Ports, harbours, docks and ships
Successful trading enterprise depends heavily on having adequate facilities for ships to berth and to load and unload their cargoes. During the 18th century the improvement of, or construction of docks, harbours, quays and wharfage not only changed the physical landscape of coastal towns and ports, but also brought promise of future economic improvement to local areas.
These large structural creations usually required authorisation by Act of Parliament. A whole series of Acts was passed in the 18th century which enabled a number of British ports to expand and acquire global prominence.
Liverpool began as a small fishing port in the 1700s but established itself in the transatlantic West Indies trade, becoming a key component in the slave trade. The first phase of Liverpool's dock-building was completed in 1715 following an Act of 1709.
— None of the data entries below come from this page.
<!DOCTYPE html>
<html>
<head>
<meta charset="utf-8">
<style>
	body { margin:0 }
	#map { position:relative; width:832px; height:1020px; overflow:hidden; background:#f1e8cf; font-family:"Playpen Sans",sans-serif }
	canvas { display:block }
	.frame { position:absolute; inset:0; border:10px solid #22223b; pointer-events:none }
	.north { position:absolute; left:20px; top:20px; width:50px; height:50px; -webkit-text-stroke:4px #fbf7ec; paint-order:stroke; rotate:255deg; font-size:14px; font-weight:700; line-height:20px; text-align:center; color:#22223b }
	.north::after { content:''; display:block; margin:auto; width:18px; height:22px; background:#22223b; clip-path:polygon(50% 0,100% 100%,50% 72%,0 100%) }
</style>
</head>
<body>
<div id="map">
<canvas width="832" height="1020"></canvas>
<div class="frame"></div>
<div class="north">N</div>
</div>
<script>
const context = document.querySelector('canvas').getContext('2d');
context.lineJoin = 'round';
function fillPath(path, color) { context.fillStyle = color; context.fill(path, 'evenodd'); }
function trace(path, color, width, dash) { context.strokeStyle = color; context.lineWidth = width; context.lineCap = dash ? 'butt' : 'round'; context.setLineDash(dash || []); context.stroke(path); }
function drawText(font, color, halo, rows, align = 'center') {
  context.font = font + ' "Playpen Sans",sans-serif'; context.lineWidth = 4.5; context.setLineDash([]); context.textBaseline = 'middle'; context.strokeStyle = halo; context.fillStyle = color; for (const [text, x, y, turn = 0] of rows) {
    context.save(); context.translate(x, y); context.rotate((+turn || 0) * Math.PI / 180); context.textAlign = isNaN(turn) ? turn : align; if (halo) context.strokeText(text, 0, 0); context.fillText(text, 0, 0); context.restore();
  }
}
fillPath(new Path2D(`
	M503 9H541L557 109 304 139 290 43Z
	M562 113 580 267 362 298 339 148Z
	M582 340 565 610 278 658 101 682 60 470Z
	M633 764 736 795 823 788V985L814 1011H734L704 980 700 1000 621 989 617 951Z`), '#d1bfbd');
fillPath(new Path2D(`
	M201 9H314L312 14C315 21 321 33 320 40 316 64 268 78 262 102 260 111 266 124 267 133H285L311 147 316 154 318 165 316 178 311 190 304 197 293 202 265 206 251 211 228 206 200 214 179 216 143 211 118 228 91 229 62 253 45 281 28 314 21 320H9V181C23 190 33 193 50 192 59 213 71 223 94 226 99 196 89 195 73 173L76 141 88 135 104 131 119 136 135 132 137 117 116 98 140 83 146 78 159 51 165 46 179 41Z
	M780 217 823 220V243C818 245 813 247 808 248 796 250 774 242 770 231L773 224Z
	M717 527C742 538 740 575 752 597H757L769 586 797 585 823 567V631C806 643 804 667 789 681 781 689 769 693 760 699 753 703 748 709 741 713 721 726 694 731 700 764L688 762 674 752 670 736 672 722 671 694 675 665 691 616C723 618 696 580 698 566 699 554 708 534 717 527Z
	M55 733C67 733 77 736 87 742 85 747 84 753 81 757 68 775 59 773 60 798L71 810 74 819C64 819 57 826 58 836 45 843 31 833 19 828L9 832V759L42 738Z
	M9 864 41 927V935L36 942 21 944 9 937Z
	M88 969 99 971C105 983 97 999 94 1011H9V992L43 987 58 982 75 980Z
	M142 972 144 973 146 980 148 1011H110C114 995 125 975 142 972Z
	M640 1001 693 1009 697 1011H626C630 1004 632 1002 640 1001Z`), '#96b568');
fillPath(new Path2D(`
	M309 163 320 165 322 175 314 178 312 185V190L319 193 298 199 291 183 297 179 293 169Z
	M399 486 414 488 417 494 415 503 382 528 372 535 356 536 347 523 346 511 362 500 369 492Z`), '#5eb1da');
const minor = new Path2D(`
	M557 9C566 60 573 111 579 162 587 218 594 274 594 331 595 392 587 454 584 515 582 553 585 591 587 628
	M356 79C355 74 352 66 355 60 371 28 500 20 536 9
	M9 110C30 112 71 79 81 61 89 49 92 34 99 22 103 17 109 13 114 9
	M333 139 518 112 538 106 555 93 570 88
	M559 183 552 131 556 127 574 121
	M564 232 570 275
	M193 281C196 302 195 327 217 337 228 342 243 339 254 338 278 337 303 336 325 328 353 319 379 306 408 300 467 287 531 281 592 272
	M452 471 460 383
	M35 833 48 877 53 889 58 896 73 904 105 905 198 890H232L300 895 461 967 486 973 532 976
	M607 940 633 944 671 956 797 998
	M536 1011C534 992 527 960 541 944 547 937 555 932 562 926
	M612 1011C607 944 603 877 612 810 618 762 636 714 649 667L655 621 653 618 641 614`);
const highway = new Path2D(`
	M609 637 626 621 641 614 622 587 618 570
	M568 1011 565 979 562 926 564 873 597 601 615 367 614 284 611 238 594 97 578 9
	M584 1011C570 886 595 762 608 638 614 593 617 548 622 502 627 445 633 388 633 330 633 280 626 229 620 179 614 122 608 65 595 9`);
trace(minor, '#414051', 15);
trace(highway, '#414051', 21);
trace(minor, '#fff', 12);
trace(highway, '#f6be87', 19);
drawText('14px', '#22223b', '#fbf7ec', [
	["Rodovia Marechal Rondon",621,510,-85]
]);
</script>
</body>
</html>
A series of later Acts authorized further phases of expansion. Particularly important was an Act passed in 1762 which transferred control over Liverpool's dock to the town corporation, enabling it to undertake further rapid expansion through financial loans secured on the local rates. By 1824 the entire dock area extended to some 50 acres, and continued to grow.
Glasgow's port achieved success in the colonial tobacco trade. An Act was passed in 1770 to extend the port based on plans devised partly by the engineer James Watt. Acts were also passed to enable harbour construction at ports which have since declined, such as Whitehaven in Cumberland (1709), Scarborough in Yorkshire (1731), and Minehead in Somerset (1742).
At various times the 18th century Parliament intervened to fill loopholes in the operation of the Navigation Laws. In 1786 a further instalment to the Acts established a system of registering ships that were eligible to trade within the British Empire. The intention behind this was to ensure that only British ships were operating in the colonial trade.